Edna conta que se inscreveu em um curso técnico na área de modelista. “Na época, eu pagava R$ 300 por mês. Eu, como estava sustentando meus filhos, me reerguendo de uma separação, só paguei a primeira parcela. Mas ali, com aquele curso, consegui entrar em uma vaga e ali comecei a minha trajetória”, diz.
Dessa forma, ela manteve o sustento da casa por quase 10 anos, equilibrando a carreira e os cuidados com os filhos, muitas vezes, em turnos dobrados. Com a costura, Edna conseguiu pagar as participações dos torneios de xadrez do filho mais velho. “Ele foi viajar o mundo, representando o Brasil. Tudo isso com a minha máquina de costura”, relembra.
Consolidada na carreira e casada novamente, Edna decidiu que queria dar um segundo passo e começou a dar aulas para mulheres no Serviço Nacional de Aprendizagem Rural (Senar). A paixão por ensinar foi tanta que a empresária resolveu pedir demissão do emprego que tinha na época e criar sua própria escola, onde ela e o pai pudessem trabalhar juntos. Porém, veio a pandemia da covid-19 uma semana depois.
“E agora? Eu só tinha realmente o salário do mês. Eu era casada, mas meu marido também era assalariado e ganhava menos do que eu. E aí, eu olhei na internet e vi que as pessoas estavam ensinando de forma online. Pensei: ‘Meu Deus, como é que elas fazem isso?’. Resolvi fazer a minha primeira live”, conta Edna.
Ao lado do pai, a costureira fez uma live no perfil do Instagram dela e, para surpresa de Edna, teve público. E assim nasceu a escola de costura Alfaiate & Filha. O nome, segundo ela, foi inspirado na fé dela em Deus.
“Um dia, sentada, pedindo direção a Deus, veio. É como se fosse o regresso [ao lar]. Trabalhei com ele [o pai] dos 15 aos 25 anos. E agora, com 40, eu estava voltando. De novo, eu e ele juntos”, relembra, emocionada.
Sucesso da escola
Edna conta que, a partir das lives, conseguiu abrir a escola.

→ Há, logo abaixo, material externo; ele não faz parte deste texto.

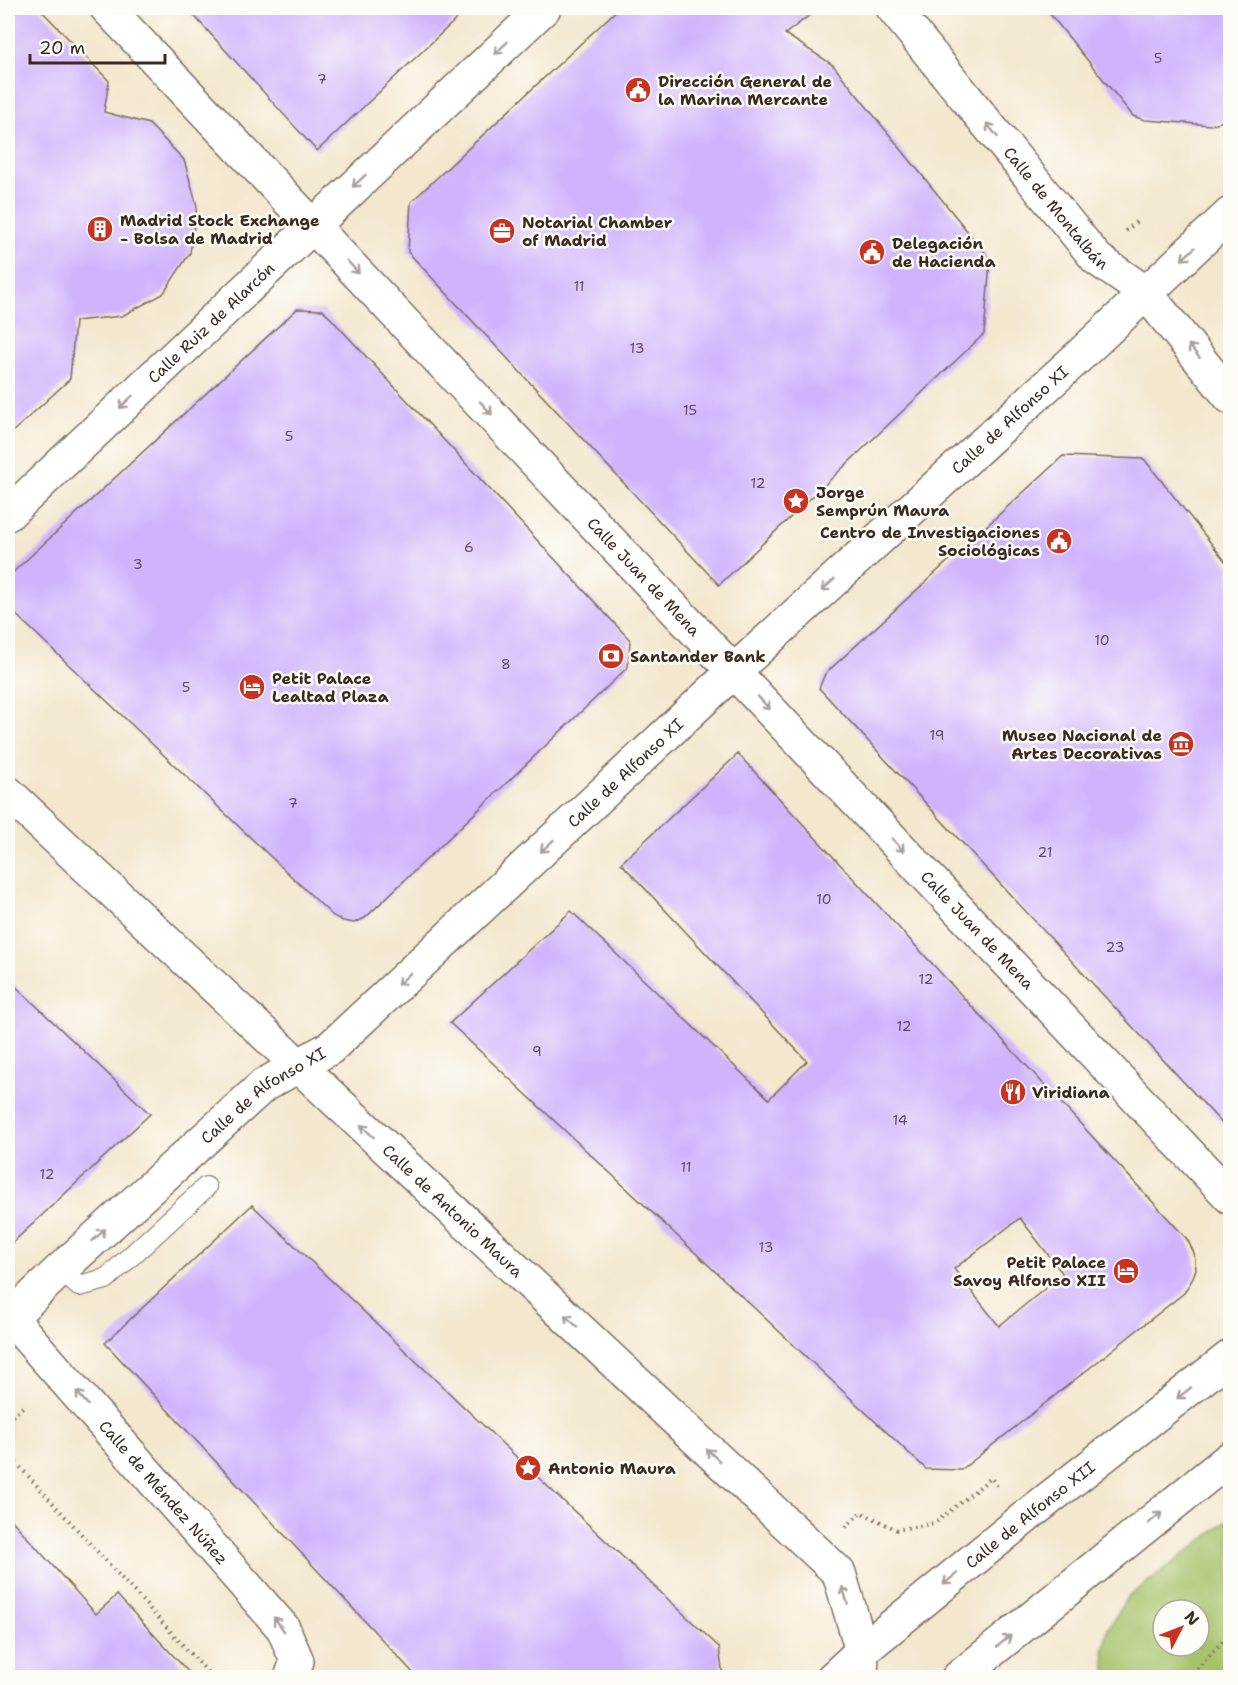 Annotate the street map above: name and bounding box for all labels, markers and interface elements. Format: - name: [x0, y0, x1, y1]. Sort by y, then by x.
- scale bar: [30, 27, 165, 65]
- text: 20 m: [39, 36, 85, 60]
- one-way arrow: [494, 40, 509, 54]
- house number: 5: [1154, 49, 1162, 67]
- house number: 7: [317, 70, 327, 88]
- place label: Dirección General de la Marina Mercante: [658, 71, 833, 110]
- public building icon: Dirección General de la Marina Mercante: [623, 75, 653, 105]
- one-way arrow: [986, 122, 999, 138]
- street label: Calle de Montalbán: [999, 142, 1112, 274]
- one-way arrow: [351, 174, 366, 188]
- place label: Madrid Stock Exchange - Bolsa de Madrid: [120, 210, 320, 249]
- place label: Notarial Chamber of Madrid: [522, 212, 673, 251]
- building icon: Madrid Stock Exchange - Bolsa de Madrid: [85, 214, 115, 244]
- office icon: Notarial Chamber of Madrid: [487, 216, 517, 246]
- place label: Delegación de Hacienda: [892, 233, 996, 272]
- public building icon: Delegación de Hacienda: [857, 237, 887, 267]
- one-way arrow: [1181, 247, 1196, 261]
- street label: Calle Ruiz de Alarcón: [143, 257, 279, 387]
- one-way arrow: [345, 259, 360, 274]
- house number: 11: [573, 277, 585, 295]
- house number: 13: [630, 339, 644, 357]
- one-way arrow: [1187, 343, 1200, 359]
- street label: Calle de Alfonso XI: [947, 361, 1073, 478]
- one-way arrow: [118, 395, 133, 409]
- one-way arrow: [479, 401, 494, 416]
- house number: 15: [683, 401, 697, 419]
- house number: 5: [285, 427, 293, 445]
- house number: 12: [751, 474, 765, 492]
- place label: Jorge Semprún Maura: [816, 482, 949, 521]
- place icon: Jorge Semprún Maura: [781, 486, 811, 516]
- street label: Calle Juan de Mena: [583, 513, 705, 640]
- place label: Centro de Investigaciones Sociológicas: [820, 522, 1040, 561]
- public building icon: Centro de Investigaciones Sociológicas: [1044, 526, 1074, 556]
- house number: 6: [464, 538, 474, 556]
- house number: 3: [133, 555, 143, 573]
- one-way arrow: [821, 578, 836, 592]
- house number: 10: [1094, 631, 1110, 649]
- bank icon: Santander Bank: [596, 641, 626, 671]
- place label: Santander Bank: [630, 646, 766, 667]
- house number: 8: [501, 655, 511, 673]
- place label: Petit Palace Lealtad Plaza: [272, 668, 389, 707]
- hotel icon: Petit Palace Lealtad Plaza: [237, 672, 267, 702]
- house number: 5: [182, 678, 190, 696]
- one-way arrow: [757, 695, 771, 710]
- street label: Calle de Alfonso XI: [563, 713, 688, 832]
- place label: Museo Nacional de Artes Decorativas: [1002, 725, 1162, 764]
- house number: 19: [929, 726, 945, 744]
- museum icon: Museo Nacional de Artes Decorativas: [1166, 729, 1196, 759]
- house number: 7: [288, 794, 298, 812]
- one-way arrow: [891, 837, 905, 852]
- one-way arrow: [539, 839, 554, 853]
- house number: 21: [1038, 843, 1052, 861]
- street label: Calle Juan de Mena: [917, 866, 1039, 994]
- house number: 10: [816, 890, 832, 908]
- house number: 23: [1106, 938, 1124, 956]
- house number: 12: [919, 970, 933, 988]
- one-way arrow: [396, 972, 411, 986]
- house number: 12: [897, 1017, 911, 1035]
- street label: Calle de Alfonso XI: [196, 1042, 329, 1148]
- house number: 9: [532, 1042, 542, 1060]
- restaurant icon: Viridiana: [998, 1077, 1028, 1107]
- place label: Viridiana: [1032, 1082, 1110, 1103]
- house number: 14: [892, 1111, 908, 1129]
- one-way arrow: [360, 1124, 375, 1138]
- street label: Calle de Antonio Maura: [378, 1139, 527, 1282]
- house number: 11: [680, 1158, 692, 1176]
- house number: 12: [40, 1165, 54, 1183]
- one-way arrow: [91, 1228, 106, 1242]
- house number: 13: [759, 1238, 773, 1256]
- place label: Petit Palace Savoy Alfonso XII: [953, 1252, 1106, 1291]
- hotel icon: Petit Palace Savoy Alfonso XII: [1111, 1256, 1141, 1286]
- one-way arrow: [564, 1315, 579, 1329]
- one-way arrow: [1177, 1386, 1193, 1399]
- one-way arrow: [75, 1391, 89, 1406]
- street label: Calle de Méndez Núñez: [95, 1416, 233, 1569]
- one-way arrow: [706, 1448, 721, 1462]
- place icon: Antonio Maura: [513, 1453, 543, 1483]
- street label: Calle de Alfonso XII: [961, 1456, 1099, 1573]
- place label: Antonio Maura: [548, 1458, 676, 1479]
- one-way arrow: [1147, 1512, 1163, 1525]
- one-way arrow: [942, 1573, 958, 1586]
- one-way arrow: [839, 1586, 850, 1605]
- north arrow: [1151, 1598, 1211, 1658]
- text: N: [1180, 1607, 1204, 1630]
- one-way arrow: [273, 1617, 285, 1633]
- one-way arrow: [995, 1634, 1011, 1647] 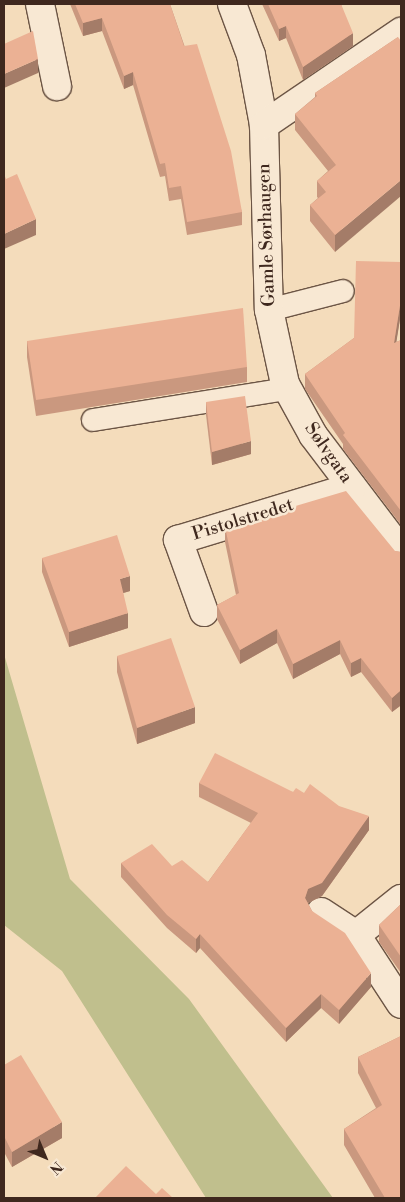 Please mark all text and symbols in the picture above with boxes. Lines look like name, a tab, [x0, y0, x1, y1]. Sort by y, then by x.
street label: Gamle Sørhaugen	[254, 163, 280, 307]
street label: Sølvgata	[299, 419, 357, 487]
street label: Pistolstredet	[190, 494, 296, 546]
north arrow	[20, 1132, 70, 1182]
text: N	[45, 1157, 66, 1178]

Primeiro, com 2 mil alunos; agora, são mais de 12 mil alunos, em 24 países diferentes, sendo a maioria mulher. As aulas são gravadas pelos dois, em Blumenau, Santa Catarina, e compartilhadas em uma plataforma online voltada para cursos.
“O que a gente descobriu, e que, na verdade, eu já sabia, é que o conhecimento que nós tínhamos podia realmente mudar a qualidade [de vida] das costureiras, modelistas do País. O que eu realmente não sabia é que esse conhecimento transformava a vida financeira de milhares de famílias”, fala.
“Você vê transformação. Era aluna que estava com depressão e começou a costurar. Era aluna que estava com as máquinas todas cobertas, não sabia que conseguia fazer renda com a costura e, de repente, ela viu que podia”, enumera.
“Por conta da minha história, de ter sustentado dois filhos sozinha, e principalmente, [porque] falo sempre: ‘Se deu certo pra mim, que sou uma mulher negra, em uma cidade alemã, que, na primeira vez que fui trabalhar como modelista, fui confundida com a faxineira, vai dar certo para vocês também”, diz.
O primeiro reality show de costura do Brasil
Em 2024, a carreira de Edna deu mais um passo. Inspirada pela história de vida das próprias alunas, ela decidiu criar uma reality show voltado para costura. De acordo com ela, o primeiro no Brasil a mostrar a profissão como ela é.
“Eu quis trazer a vida secreta dessas mulheres que não são valorizadas, que fazem a moda no Brasil e não são valorizadas. Queria que elas se sentissem amadas porque recebo milhares de mensagens de mulheres dizendo que não têm conhecimento suficiente para aprender a fazer um molde, por exemplo, porque tem matemática. Eu quis trazer essa valorização e idealizei o reality”, conta a empresária.
Durante quatro dias, cinco participantes foram levadas para um hotel para aprender. Nos últimos dois dias, eram desafiadas a entregar uma roupa feita por elas e apresentá-las em um desfile. A vencedora ficou com um prêmio de R$ 5 mil. Para o próximo ano, já há planos para uma nova temporada.
“Recebemos centenas de depoimentos, e muita gente assistiu. Foi muito forte. Foi de chorar mesmo. Mulheres que tinham até vergonha de chegar num banco e dizer que eram costureiras e agora se sentem valorizadas e não tem vergonha de falar a profissão. Foi muito legal”, detalha.